## What to work on:
From the line below that contains "Annotation task. What" to the line that contains "Input: one rendered", repeat every line exactly, both ends included, and nothing else.

## Input for this task:
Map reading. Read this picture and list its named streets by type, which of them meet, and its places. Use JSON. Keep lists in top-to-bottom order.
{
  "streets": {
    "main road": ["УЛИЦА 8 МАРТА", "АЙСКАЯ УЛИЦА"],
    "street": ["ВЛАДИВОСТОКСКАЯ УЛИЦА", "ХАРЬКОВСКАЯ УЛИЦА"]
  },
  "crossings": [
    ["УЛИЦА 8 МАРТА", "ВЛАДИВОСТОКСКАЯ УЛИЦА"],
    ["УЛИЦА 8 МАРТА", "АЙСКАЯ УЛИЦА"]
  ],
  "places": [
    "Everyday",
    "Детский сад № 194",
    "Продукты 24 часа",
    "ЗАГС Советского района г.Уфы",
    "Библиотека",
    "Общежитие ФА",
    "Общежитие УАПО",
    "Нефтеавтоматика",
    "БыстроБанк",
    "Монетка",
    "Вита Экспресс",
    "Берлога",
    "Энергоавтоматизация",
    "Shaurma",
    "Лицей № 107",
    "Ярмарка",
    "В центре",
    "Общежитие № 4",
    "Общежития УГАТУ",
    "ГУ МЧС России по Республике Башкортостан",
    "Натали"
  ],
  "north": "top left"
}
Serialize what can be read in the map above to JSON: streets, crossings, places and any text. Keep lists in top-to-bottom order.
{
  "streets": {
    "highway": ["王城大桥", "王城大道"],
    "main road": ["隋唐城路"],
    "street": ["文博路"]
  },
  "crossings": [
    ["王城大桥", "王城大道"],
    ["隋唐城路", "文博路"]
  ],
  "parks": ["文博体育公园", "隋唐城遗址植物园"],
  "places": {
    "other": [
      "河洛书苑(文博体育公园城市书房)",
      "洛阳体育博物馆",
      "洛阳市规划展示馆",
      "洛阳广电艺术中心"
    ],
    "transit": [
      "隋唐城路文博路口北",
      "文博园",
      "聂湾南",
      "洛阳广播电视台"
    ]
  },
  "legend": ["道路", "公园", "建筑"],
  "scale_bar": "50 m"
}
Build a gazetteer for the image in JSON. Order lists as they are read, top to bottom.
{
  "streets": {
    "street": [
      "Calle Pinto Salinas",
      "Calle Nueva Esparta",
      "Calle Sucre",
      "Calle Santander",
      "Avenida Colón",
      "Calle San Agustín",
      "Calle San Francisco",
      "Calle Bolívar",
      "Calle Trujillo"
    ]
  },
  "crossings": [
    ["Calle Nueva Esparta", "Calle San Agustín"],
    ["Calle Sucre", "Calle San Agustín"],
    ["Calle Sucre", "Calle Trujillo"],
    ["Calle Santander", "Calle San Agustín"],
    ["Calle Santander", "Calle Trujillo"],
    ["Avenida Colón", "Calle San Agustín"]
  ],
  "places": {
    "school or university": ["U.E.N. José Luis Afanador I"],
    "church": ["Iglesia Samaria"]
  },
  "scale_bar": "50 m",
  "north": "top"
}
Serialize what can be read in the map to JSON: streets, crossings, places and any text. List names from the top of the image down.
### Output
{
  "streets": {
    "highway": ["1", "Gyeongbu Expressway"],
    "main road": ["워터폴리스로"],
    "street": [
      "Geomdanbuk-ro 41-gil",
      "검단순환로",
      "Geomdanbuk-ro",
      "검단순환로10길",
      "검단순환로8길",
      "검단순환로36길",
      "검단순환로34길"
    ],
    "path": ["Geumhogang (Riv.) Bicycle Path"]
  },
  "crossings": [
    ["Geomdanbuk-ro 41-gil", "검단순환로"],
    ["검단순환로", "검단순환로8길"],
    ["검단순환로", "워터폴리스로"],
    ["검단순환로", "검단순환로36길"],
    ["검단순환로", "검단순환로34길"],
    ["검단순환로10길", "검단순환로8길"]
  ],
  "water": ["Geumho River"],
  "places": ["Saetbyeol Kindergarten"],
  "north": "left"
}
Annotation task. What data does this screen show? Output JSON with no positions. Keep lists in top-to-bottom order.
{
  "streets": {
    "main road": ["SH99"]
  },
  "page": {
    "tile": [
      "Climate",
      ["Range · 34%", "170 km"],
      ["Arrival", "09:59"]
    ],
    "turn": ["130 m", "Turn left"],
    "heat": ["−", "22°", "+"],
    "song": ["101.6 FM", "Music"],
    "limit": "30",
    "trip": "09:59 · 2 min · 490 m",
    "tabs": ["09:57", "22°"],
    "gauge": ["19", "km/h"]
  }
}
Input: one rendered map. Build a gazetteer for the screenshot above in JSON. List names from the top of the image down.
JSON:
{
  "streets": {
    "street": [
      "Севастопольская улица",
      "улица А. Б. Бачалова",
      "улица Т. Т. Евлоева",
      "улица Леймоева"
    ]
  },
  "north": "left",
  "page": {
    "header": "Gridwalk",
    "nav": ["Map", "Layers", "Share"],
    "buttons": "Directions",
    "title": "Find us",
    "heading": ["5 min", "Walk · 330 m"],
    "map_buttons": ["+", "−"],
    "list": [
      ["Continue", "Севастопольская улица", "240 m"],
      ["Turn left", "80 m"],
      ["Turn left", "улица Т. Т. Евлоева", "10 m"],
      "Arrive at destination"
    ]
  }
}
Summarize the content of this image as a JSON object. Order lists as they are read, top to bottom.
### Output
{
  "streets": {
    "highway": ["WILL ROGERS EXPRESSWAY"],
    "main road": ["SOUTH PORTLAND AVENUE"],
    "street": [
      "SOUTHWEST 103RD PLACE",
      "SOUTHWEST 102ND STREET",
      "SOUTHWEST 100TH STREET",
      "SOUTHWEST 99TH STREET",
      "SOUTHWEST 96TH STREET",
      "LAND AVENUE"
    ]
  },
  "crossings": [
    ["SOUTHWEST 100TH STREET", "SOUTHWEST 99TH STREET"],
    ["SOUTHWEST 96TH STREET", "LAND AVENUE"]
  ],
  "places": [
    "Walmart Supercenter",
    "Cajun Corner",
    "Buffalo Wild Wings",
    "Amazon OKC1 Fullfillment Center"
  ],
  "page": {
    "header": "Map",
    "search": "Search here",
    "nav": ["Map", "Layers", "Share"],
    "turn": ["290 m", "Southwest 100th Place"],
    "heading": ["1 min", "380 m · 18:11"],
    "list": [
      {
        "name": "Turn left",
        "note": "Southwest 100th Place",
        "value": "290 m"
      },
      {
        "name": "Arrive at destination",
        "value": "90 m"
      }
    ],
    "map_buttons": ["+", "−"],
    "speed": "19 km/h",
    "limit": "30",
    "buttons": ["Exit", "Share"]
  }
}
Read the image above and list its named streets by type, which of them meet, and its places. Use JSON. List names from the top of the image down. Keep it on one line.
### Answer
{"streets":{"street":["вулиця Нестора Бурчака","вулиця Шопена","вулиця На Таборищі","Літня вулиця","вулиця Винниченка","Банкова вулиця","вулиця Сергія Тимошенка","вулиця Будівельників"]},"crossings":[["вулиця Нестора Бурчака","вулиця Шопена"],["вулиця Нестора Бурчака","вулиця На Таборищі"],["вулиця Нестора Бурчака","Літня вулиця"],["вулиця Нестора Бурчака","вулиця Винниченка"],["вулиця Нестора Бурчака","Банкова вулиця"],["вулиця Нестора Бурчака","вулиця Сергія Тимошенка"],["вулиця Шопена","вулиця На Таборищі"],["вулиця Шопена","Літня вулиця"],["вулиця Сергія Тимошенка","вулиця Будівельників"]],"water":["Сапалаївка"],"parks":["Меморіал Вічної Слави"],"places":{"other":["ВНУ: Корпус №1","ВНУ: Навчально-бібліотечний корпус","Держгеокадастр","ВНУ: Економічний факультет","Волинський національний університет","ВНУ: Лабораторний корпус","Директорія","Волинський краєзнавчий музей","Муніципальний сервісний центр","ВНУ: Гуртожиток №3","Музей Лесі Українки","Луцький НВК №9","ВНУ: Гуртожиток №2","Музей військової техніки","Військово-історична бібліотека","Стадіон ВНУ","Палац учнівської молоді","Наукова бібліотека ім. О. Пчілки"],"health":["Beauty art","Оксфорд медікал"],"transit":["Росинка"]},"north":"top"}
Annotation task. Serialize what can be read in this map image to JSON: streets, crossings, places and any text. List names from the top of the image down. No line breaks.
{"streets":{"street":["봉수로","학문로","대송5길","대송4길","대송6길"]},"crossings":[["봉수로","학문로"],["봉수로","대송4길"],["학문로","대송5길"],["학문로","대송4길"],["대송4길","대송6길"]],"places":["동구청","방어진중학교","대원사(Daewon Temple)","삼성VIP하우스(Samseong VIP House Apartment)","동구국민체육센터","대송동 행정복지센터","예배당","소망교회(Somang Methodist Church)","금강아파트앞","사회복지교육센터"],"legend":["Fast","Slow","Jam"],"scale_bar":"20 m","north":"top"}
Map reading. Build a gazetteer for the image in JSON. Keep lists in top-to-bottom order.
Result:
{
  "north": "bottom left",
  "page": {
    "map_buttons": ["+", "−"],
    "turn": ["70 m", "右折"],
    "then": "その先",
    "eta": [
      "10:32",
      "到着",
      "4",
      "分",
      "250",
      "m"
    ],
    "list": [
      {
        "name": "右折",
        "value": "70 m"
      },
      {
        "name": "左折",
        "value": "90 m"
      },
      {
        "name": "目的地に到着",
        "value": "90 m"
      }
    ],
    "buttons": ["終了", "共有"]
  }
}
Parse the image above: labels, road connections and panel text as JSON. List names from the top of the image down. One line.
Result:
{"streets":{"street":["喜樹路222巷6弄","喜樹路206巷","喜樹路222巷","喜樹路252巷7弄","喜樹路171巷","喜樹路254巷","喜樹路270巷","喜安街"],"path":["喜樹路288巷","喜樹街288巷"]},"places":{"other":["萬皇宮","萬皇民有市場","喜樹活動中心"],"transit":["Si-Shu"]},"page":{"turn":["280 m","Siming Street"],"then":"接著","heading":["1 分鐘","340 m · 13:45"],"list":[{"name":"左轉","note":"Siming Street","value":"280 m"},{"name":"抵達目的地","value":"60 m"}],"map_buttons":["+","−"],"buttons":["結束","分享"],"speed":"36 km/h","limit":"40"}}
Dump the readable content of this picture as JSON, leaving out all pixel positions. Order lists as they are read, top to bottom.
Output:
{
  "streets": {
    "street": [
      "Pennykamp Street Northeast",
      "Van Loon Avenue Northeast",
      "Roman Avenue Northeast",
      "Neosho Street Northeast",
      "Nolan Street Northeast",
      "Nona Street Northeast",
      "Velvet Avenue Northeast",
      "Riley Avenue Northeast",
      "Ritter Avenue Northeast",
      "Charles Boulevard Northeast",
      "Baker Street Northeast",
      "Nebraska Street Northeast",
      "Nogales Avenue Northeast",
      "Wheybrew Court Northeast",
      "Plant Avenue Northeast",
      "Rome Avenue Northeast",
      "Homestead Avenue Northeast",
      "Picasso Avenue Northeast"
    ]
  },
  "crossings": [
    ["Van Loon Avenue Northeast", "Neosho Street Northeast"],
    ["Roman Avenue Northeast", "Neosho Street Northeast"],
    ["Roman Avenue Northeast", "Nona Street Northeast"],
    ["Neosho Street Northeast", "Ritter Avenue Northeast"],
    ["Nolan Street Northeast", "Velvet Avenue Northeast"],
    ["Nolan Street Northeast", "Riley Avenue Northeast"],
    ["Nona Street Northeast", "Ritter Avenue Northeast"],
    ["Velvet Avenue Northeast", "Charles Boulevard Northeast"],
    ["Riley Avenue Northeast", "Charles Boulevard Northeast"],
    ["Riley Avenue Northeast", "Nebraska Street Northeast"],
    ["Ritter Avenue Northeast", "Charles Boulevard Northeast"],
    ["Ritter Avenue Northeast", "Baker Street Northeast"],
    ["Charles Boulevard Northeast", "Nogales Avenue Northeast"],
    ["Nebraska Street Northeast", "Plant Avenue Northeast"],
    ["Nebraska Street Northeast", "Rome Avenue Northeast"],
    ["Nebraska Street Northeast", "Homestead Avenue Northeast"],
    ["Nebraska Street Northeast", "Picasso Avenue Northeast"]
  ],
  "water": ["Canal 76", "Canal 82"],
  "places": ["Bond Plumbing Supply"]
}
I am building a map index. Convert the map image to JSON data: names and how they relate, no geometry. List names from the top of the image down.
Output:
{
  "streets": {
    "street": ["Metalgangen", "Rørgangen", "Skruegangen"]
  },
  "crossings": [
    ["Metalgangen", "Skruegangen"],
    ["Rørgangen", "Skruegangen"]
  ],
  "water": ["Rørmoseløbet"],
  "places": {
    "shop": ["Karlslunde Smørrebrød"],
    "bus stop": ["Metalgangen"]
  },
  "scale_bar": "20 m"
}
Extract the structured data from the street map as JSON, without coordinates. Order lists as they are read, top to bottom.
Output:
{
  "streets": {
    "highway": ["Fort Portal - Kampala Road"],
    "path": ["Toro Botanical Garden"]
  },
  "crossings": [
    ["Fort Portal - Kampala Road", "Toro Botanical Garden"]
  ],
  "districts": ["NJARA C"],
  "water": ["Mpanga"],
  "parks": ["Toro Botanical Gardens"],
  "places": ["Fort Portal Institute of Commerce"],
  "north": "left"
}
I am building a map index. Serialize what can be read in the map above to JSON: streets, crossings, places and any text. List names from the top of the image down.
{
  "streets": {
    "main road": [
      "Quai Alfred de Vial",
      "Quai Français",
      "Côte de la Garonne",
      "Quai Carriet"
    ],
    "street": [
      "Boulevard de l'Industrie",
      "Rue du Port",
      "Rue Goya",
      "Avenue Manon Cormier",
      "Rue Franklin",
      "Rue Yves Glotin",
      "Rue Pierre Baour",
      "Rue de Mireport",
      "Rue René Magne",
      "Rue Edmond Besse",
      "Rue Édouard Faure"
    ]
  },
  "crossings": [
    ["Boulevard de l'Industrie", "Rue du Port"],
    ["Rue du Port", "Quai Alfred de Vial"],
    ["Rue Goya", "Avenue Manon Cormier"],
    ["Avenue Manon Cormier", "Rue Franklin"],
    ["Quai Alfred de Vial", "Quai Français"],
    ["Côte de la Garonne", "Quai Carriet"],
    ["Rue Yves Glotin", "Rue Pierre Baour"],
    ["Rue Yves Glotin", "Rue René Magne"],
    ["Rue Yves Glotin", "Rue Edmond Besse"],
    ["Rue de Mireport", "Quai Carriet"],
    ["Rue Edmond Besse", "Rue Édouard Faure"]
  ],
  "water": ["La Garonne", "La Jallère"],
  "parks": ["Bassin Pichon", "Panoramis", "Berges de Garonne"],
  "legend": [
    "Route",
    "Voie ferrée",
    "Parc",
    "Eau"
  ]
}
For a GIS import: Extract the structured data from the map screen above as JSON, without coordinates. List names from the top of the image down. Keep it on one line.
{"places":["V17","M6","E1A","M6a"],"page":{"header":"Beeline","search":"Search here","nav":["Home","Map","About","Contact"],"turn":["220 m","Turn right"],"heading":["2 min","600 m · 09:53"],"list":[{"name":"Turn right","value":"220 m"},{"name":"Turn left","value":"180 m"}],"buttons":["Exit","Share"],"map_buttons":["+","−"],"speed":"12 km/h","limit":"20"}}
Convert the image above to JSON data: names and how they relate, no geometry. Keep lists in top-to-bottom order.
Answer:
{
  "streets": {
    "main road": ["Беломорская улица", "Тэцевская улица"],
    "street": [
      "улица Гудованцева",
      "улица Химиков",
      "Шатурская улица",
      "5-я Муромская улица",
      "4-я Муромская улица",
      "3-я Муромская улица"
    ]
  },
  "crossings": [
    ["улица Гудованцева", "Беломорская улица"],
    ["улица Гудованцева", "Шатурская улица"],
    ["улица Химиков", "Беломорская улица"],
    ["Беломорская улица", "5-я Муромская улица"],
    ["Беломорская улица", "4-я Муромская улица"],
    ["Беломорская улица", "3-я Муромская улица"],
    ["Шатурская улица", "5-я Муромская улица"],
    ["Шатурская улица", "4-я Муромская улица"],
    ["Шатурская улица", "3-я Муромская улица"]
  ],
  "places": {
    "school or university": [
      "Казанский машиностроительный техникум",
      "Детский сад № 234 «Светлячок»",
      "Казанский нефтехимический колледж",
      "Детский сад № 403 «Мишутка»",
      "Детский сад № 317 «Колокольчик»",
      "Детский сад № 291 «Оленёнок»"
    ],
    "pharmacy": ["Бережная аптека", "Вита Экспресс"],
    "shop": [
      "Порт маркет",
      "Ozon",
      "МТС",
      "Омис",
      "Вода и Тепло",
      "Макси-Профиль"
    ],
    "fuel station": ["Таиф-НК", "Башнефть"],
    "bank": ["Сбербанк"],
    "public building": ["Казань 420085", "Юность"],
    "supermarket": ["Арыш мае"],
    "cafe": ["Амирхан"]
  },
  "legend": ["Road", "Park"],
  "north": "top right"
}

## Task answer:
Annotation task. What data does this screen show? Output JSON with no positions. Keep lists in top-to-bottom order.
{
  "streets": {
    "main road": ["SH99"]
  },
  "page": {
    "tile": [
      "Climate",
      ["Range · 34%", "170 km"],
      ["Arrival", "09:59"]
    ],
    "turn": ["130 m", "Turn left"],
    "heat": ["−", "22°", "+"],
    "song": ["101.6 FM", "Music"],
    "limit": "30",
    "trip": "09:59 · 2 min · 490 m",
    "tabs": ["09:57", "22°"],
    "gauge": ["19", "km/h"]
  }
}
Input: one rendered map. Build a gazetteer for the screenshot above in JSON. List names from the top of the image down.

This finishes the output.